Starting from the first line below, count the lines carrying the string "linecap" and answer with the count by itself.

Source records:
=======
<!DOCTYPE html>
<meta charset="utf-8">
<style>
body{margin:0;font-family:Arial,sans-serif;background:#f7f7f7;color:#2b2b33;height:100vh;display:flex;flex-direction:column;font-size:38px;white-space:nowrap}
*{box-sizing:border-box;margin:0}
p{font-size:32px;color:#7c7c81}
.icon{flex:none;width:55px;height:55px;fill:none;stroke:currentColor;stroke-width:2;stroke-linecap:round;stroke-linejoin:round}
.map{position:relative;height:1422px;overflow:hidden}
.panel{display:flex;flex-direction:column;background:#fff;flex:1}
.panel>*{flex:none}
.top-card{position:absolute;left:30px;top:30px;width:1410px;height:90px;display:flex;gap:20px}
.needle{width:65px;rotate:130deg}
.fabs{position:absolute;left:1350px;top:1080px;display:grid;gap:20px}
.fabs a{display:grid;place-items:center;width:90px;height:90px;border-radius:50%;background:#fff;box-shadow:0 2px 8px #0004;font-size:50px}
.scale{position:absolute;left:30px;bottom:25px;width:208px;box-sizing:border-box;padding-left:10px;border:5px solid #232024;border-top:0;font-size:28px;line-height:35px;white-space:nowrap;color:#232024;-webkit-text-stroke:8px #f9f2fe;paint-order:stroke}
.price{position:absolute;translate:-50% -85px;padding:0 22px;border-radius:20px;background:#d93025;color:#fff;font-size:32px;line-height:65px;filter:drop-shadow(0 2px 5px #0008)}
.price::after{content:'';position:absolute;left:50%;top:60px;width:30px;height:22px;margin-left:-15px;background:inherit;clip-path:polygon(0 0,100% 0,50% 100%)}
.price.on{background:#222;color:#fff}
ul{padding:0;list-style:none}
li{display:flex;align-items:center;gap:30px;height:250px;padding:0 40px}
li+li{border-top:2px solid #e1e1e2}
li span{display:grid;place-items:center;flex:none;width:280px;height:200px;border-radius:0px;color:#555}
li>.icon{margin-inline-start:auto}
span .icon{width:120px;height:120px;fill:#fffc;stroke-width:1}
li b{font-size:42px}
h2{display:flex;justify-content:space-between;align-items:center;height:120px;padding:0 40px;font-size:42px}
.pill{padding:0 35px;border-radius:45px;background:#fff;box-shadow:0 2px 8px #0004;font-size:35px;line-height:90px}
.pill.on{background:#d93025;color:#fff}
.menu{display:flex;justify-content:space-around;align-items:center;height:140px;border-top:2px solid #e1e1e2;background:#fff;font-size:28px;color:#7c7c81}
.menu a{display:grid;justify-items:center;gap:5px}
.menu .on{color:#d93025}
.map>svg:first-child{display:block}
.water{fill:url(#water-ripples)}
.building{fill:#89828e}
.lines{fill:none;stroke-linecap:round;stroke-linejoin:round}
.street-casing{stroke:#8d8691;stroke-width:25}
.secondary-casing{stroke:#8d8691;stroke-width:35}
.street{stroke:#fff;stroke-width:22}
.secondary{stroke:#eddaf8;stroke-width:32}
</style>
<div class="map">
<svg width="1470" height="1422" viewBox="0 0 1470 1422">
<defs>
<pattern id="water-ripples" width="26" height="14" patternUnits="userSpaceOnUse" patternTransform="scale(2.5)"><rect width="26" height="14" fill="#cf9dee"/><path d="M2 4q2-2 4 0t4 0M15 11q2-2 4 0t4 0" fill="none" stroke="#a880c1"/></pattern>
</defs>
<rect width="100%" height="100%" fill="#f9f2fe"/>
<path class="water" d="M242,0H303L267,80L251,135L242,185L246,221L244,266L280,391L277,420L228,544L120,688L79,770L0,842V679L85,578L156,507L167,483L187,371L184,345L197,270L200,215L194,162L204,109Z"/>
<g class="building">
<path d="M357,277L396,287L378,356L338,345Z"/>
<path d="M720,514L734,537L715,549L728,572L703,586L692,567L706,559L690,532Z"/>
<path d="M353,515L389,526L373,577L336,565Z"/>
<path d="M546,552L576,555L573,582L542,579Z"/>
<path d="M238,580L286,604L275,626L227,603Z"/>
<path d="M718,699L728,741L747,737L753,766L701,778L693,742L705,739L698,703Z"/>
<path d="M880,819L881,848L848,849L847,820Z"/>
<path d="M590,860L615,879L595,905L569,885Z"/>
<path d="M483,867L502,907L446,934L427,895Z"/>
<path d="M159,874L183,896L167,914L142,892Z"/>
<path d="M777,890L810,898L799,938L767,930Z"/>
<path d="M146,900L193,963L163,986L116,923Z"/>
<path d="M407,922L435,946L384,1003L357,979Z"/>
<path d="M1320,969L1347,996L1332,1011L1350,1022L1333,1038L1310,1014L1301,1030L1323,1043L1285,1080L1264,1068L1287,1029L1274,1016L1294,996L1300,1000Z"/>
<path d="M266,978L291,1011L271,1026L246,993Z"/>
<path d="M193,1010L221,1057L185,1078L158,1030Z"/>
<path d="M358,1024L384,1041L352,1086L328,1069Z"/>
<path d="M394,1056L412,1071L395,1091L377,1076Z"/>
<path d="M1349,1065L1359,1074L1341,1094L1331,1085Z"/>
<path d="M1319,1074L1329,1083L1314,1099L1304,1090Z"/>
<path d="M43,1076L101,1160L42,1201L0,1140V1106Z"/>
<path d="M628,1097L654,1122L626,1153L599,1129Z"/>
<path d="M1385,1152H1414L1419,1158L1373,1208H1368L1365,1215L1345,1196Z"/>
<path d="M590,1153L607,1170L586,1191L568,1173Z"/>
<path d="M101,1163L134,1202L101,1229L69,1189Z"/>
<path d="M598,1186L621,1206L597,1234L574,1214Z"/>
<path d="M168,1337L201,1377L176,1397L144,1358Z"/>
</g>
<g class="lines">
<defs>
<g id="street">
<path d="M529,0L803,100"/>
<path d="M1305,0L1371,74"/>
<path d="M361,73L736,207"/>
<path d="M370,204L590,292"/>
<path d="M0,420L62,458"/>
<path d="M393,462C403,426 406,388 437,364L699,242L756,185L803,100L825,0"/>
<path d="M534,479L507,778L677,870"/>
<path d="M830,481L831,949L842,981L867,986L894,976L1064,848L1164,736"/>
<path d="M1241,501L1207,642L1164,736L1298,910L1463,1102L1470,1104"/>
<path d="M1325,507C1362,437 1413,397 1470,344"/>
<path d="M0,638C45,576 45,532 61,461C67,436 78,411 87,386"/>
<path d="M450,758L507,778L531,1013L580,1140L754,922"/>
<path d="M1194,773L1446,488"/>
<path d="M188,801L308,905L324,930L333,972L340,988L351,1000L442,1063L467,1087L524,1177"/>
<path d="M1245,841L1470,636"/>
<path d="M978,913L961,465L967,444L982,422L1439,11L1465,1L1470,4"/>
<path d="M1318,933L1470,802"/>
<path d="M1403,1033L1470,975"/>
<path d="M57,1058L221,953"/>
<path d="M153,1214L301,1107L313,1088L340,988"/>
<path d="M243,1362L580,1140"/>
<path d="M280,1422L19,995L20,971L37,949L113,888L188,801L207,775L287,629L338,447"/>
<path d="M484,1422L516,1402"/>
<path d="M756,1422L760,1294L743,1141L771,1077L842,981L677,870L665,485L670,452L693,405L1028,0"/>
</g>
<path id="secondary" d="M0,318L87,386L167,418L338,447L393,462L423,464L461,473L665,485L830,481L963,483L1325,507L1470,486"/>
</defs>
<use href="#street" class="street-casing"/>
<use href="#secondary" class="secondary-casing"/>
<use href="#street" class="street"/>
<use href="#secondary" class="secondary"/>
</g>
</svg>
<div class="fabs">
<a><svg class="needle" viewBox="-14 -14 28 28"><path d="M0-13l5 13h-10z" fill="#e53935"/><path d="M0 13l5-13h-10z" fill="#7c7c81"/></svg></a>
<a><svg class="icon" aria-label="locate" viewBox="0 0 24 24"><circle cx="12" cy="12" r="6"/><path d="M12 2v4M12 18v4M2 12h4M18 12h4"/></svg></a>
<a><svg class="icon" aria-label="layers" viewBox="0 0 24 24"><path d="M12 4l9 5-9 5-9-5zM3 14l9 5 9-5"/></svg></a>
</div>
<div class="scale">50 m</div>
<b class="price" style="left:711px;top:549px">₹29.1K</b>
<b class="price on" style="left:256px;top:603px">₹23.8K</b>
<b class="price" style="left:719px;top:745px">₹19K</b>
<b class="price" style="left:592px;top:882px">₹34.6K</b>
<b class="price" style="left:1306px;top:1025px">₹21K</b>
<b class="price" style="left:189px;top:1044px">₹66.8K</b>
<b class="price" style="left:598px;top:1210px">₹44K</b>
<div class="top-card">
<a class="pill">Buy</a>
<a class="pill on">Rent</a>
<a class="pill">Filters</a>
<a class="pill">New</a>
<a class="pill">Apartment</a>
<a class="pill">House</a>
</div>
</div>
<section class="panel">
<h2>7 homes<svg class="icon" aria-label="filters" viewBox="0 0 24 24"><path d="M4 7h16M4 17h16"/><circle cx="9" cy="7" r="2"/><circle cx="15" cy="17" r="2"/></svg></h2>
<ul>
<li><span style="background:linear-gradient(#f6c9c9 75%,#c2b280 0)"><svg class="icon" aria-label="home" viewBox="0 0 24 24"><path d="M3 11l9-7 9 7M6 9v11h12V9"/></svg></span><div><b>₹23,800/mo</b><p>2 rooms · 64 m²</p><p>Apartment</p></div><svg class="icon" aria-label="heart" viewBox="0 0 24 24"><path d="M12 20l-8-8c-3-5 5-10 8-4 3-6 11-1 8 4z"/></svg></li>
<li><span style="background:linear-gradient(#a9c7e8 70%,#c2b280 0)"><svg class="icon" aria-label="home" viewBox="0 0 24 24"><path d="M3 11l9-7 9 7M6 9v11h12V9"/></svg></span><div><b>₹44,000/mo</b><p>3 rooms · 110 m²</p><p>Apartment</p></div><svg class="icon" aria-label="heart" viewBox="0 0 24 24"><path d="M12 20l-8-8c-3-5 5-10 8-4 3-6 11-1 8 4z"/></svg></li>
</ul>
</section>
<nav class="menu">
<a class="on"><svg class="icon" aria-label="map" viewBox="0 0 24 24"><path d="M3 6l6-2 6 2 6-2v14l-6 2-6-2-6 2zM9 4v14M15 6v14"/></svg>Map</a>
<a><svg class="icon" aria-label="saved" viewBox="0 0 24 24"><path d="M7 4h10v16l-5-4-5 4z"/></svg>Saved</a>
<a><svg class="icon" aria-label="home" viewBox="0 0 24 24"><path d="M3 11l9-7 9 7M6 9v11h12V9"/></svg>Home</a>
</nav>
=======
# Exercise result
2